Slugs

Hello everyone,

I am sorry to ask yet another URL Management related question - couldn’t find the answer to my question anywhere though. I am pretty new to the Yii Framework but I think I’ve got the concept of routes and the path format for user friendly URLs. But I am not sure whats the best way to validate user generated slugs (eg. usernames ala domain.com/username) to protect pre-defined routes.

How do I make sure a slug is not part of a module, controller or action name or breaking any other URL Manager rules?

Thanks,

D

Hi and welcome to the forum.

Why not do: http://example.com/user/dmx or http://example.com/profile/dmx

Descriptive url’s are good.

However, take a look at the range validator in combination with not property. You can pass all "forbidden" slugs as array and disallow user registration for those.

Though it may be hard to get all possible values. Also what happens if you want to add a section to you site - maybe a user has a slug that matches the section name? I suggest to simply use descriptive url’s.

I had a similar problem in a recent work.

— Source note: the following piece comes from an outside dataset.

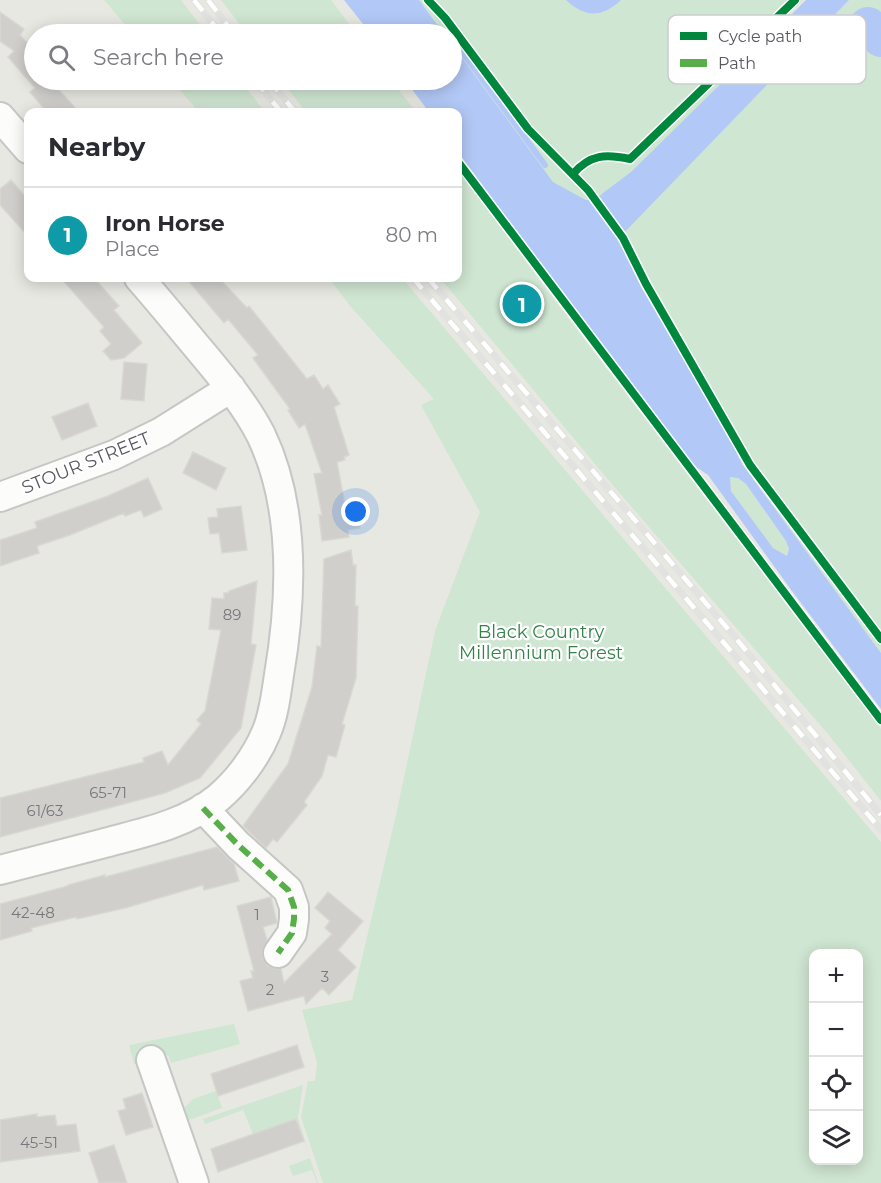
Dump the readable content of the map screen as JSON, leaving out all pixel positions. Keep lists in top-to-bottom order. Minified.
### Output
{"streets":{"street":["STOUR STREET"]},"parks":["Black Country Millennium Forest"],"house_numbers":["89","65-71","61/63","42-48","1","3","2","45-51"],"legend":["Cycle path","Path"],"page":{"search":"Search here","heading":"Nearby","list":[{"mark":"1","name":"Iron Horse","note":"Place","value":"80 m"}],"pins":"1","map_buttons":["+","−"]}}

Our seo expert was complaining that "doing lot of folders will result in seo depenalization", so I arranged to do url like that:




http://example.com/user_dmx



Wich can be easily achived with this rule:




'user_<id:[\w-]+>'=>'user/show',



The addres is the same, only with underscore instead of the shlas, so our seo expert is happy, and there are no possibility of slug conflicts.

Thank you for your fast replies and you are right about descriptive urls, but super-short profile urls are kind of a must-have for community sites these days (see facebook, twitter or myspace). I’ll try out your suggestion but I really was looking for some sort of routeExists() method. Any ideas?

Okay, maybe some custom method like this (untested)?




class UrlManager extends CUrlManager

{


   public function getDirectories()

   {


      $directories = array();


      foreach ($this->rules as $pattern => $route)

      {

         if (preg_match("/^(?<directory>[^<]+?)\/?/", $pattern, $match) && !in_array($match['directory'], $directories))

         {

            $directories[] = $match['directory'];

         }

      }


      return $directories;


   }


}



In case you have the following rules:




'signup' => '...',

'login' => '...',

'some/other/section' => '...',

'<userSlug:.+>' => '...',



The returned array should contain:


signup

login

some

You can use the returned array with range validator. Of course you can also rewrite the method to return a boolean.